What is required> Restate all entries word for word, minus pictures.

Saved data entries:
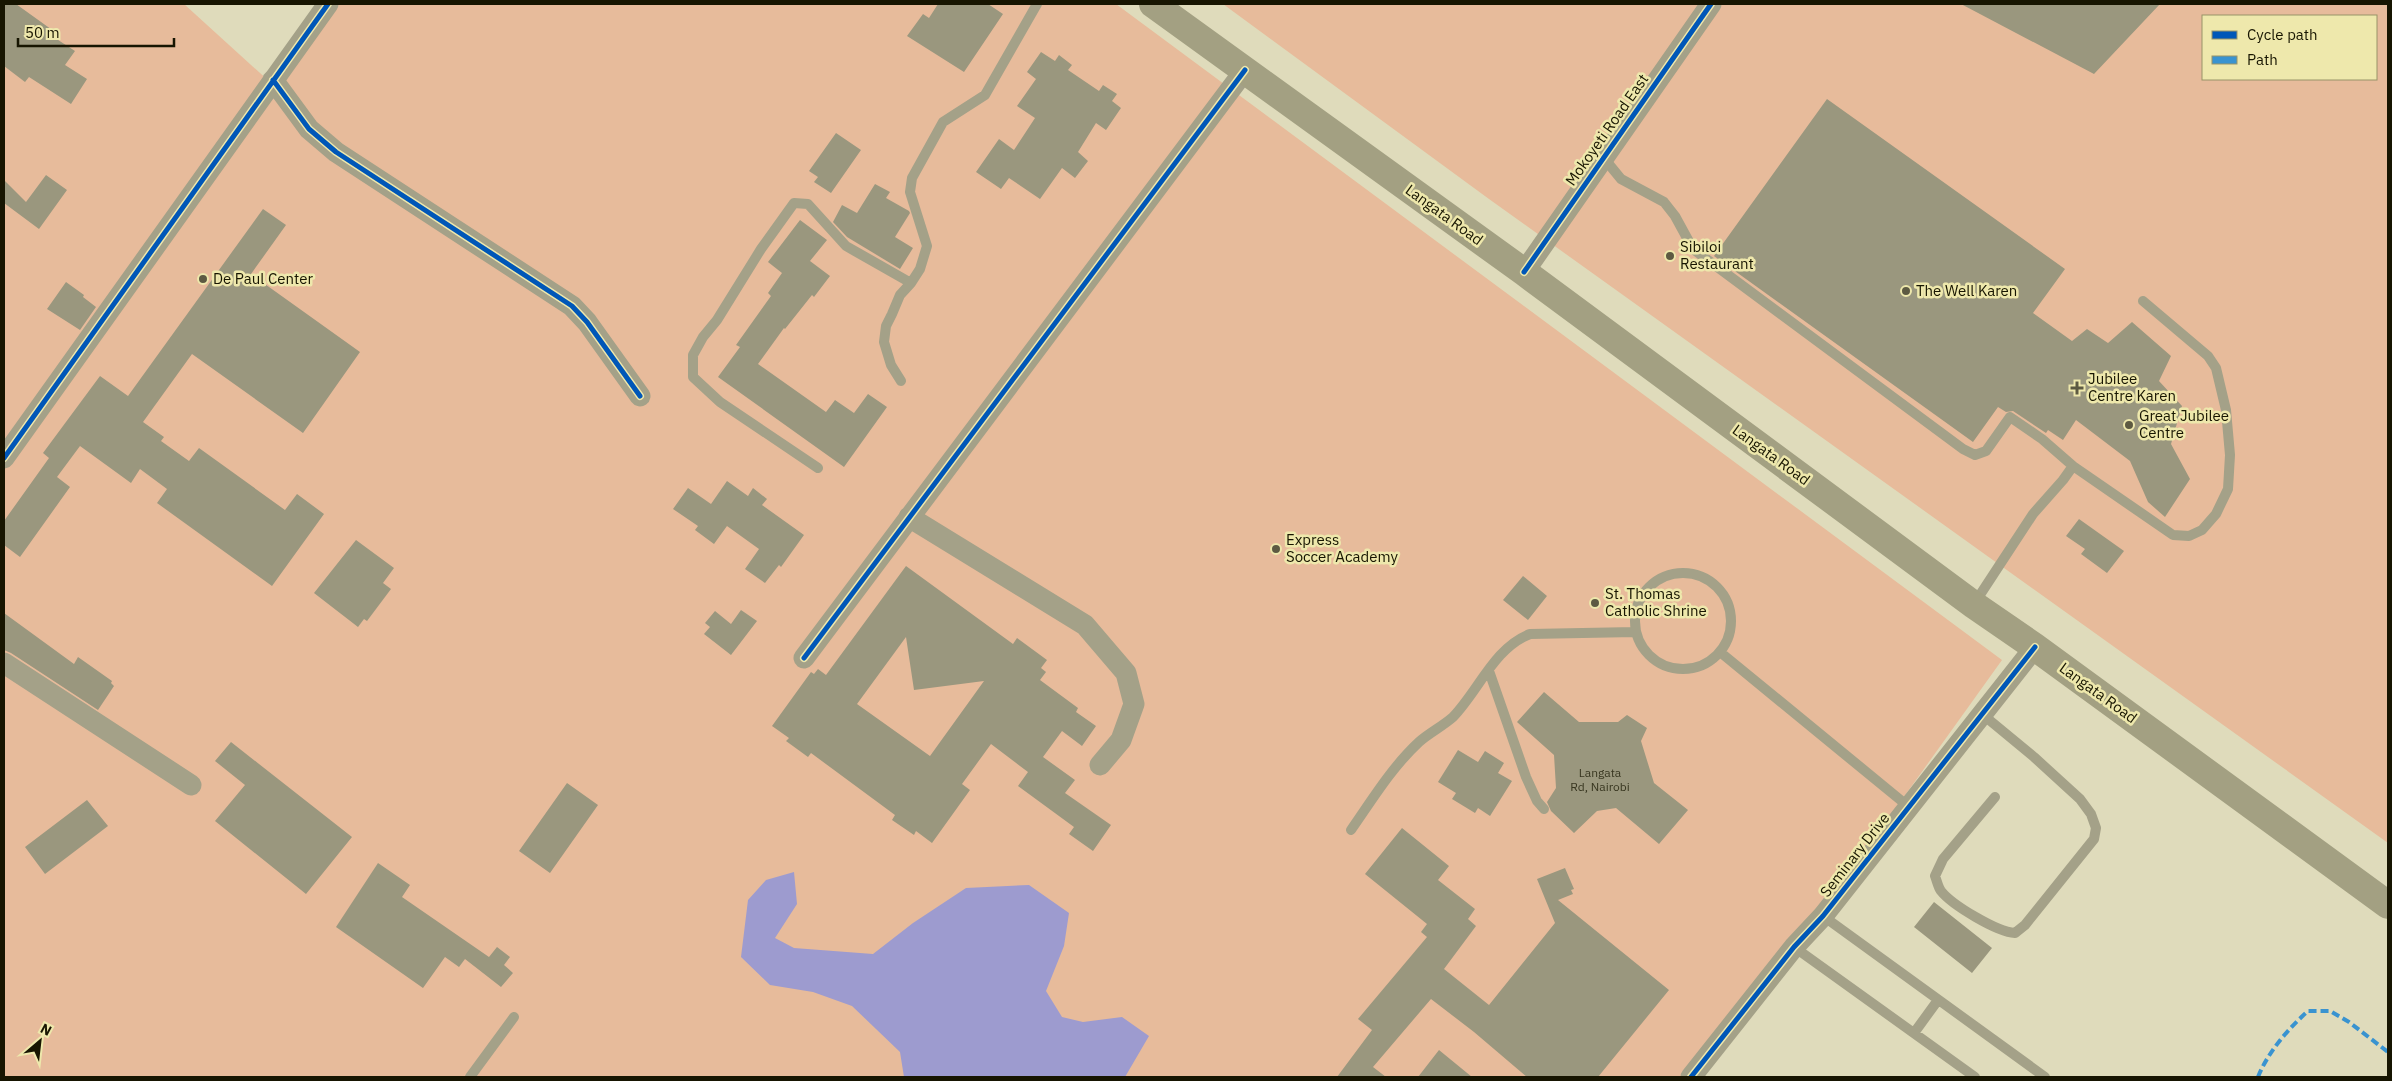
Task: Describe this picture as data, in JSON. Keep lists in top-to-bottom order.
{
  "streets": {
    "main road": ["Langata Road"],
    "street": ["Mokoyeti Road East", "Seminary Drive"]
  },
  "crossings": [
    ["Mokoyeti Road East", "Langata Road"],
    ["Langata Road", "Seminary Drive"]
  ],
  "places": {
    "other": [
      "Sibiloi Restaurant",
      "De Paul Center",
      "The Well Karen",
      "Great Jubilee Centre",
      "Express Soccer Academy",
      "St. Thomas Catholic Shrine"
    ],
    "health": ["Jubilee Centre Karen"]
  },
  "house_numbers": ["Langata Rd, Nairobi"],
  "legend": ["Cycle path", "Path"],
  "scale_bar": "50 m",
  "north": "top right"
}
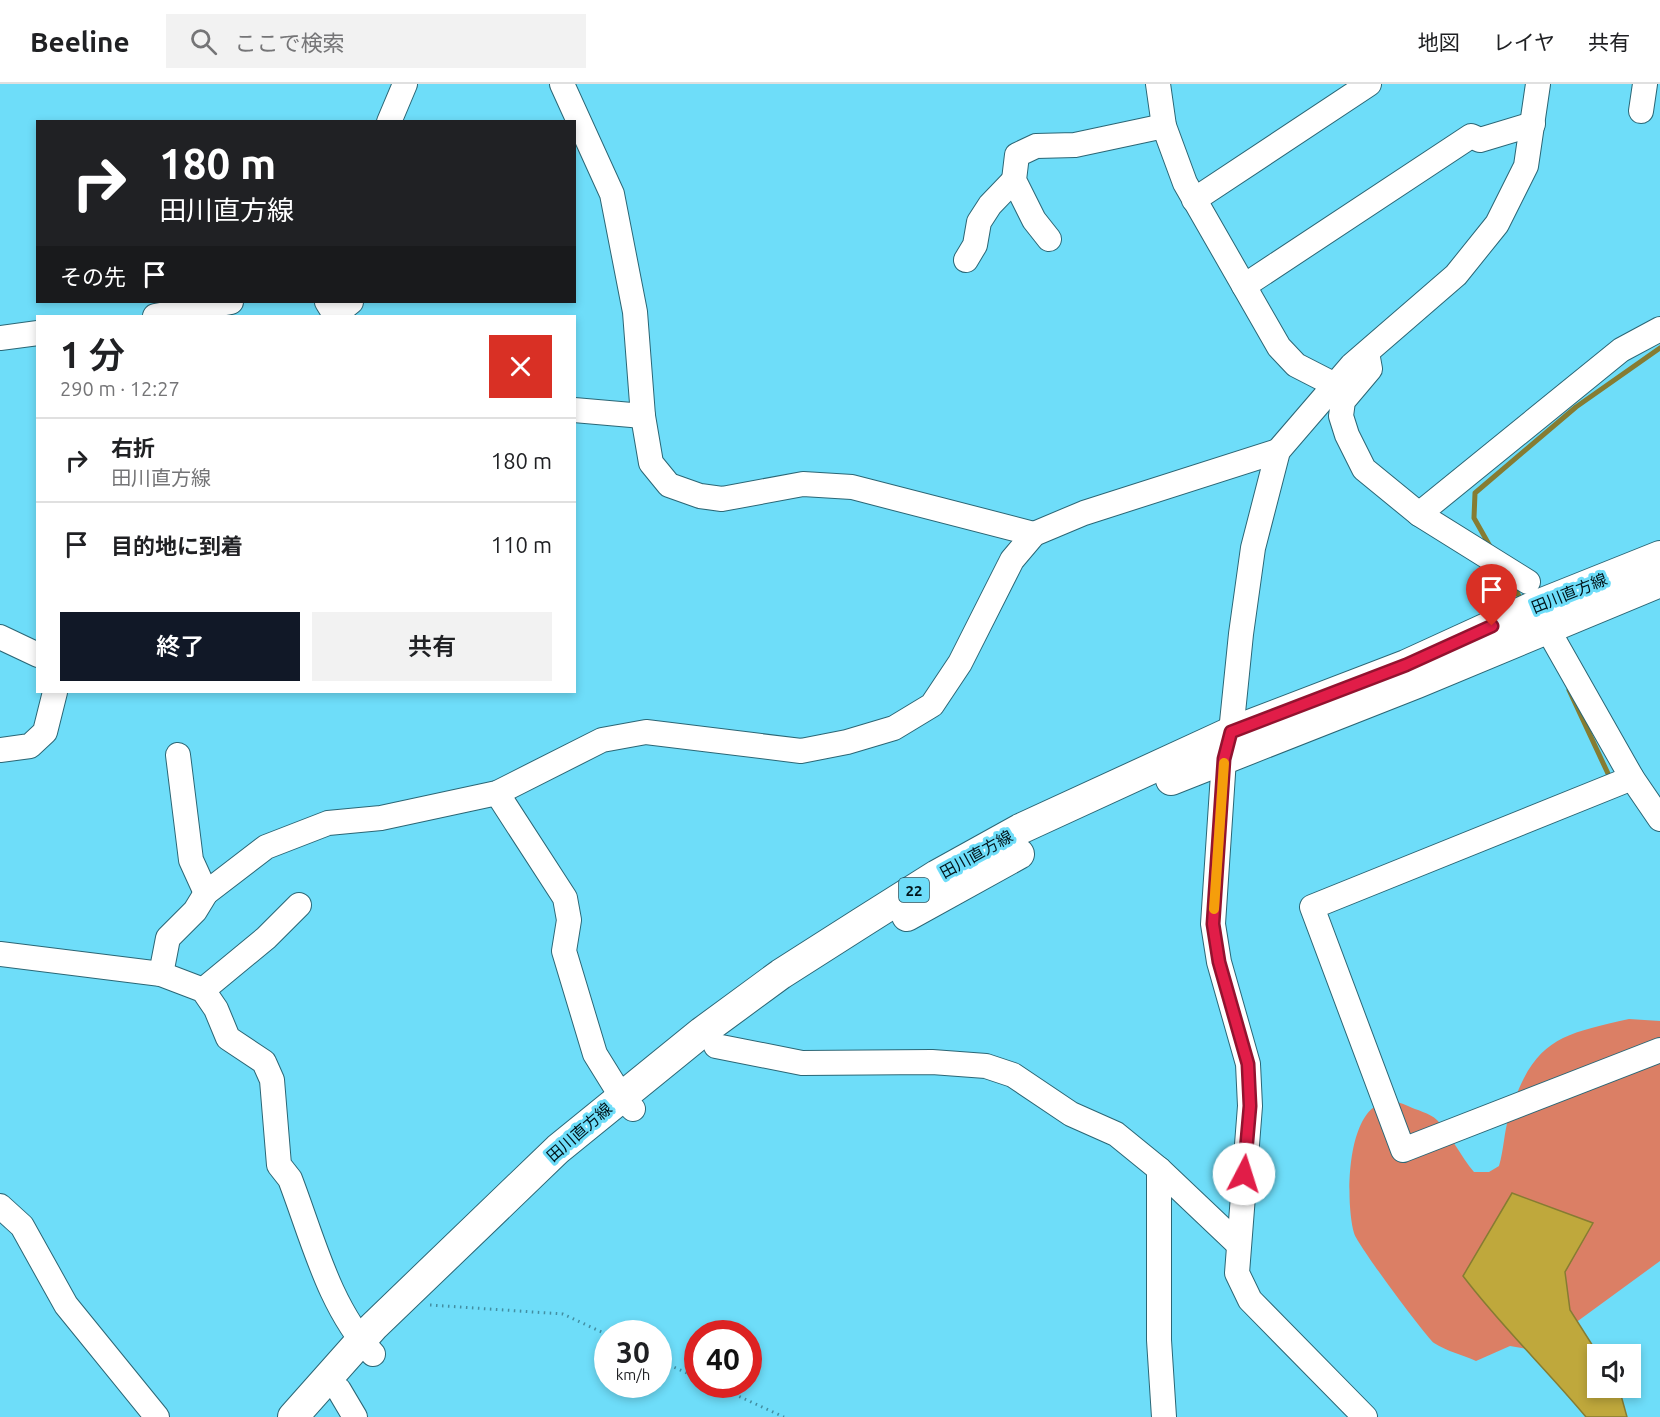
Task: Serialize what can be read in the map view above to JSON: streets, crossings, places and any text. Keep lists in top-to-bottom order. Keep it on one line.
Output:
{"streets":{"main road":["田川直方線","22"]},"page":{"header":"Beeline","search":"ここで検索","nav":["地図","レイヤ","共有"],"turn":["180 m","田川直方線"],"then":"その先","heading":["1 分","290 m · 12:27"],"list":[{"name":"右折","note":"田川直方線","value":"180 m"},{"name":"目的地に到着","value":"110 m"}],"buttons":["終了","共有"],"speed":"30 km/h","limit":"40"}}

Your response>
Task: Describe this picture as data, in JSON. Keep lists in top-to-bottom order.
{
  "streets": {
    "main road": ["Langata Road"],
    "street": ["Mokoyeti Road East", "Seminary Drive"]
  },
  "crossings": [
    ["Mokoyeti Road East", "Langata Road"],
    ["Langata Road", "Seminary Drive"]
  ],
  "places": {
    "other": [
      "Sibiloi Restaurant",
      "De Paul Center",
      "The Well Karen",
      "Great Jubilee Centre",
      "Express Soccer Academy",
      "St. Thomas Catholic Shrine"
    ],
    "health": ["Jubilee Centre Karen"]
  },
  "house_numbers": ["Langata Rd, Nairobi"],
  "legend": ["Cycle path", "Path"],
  "scale_bar": "50 m",
  "north": "top right"
}
Task: Serialize what can be read in the map view above to JSON: streets, crossings, places and any text. Keep lists in top-to-bottom order. Keep it on one line.
Output:
{"streets":{"main road":["田川直方線","22"]},"page":{"header":"Beeline","search":"ここで検索","nav":["地図","レイヤ","共有"],"turn":["180 m","田川直方線"],"then":"その先","heading":["1 分","290 m · 12:27"],"list":[{"name":"右折","note":"田川直方線","value":"180 m"},{"name":"目的地に到着","value":"110 m"}],"buttons":["終了","共有"],"speed":"30 km/h","limit":"40"}}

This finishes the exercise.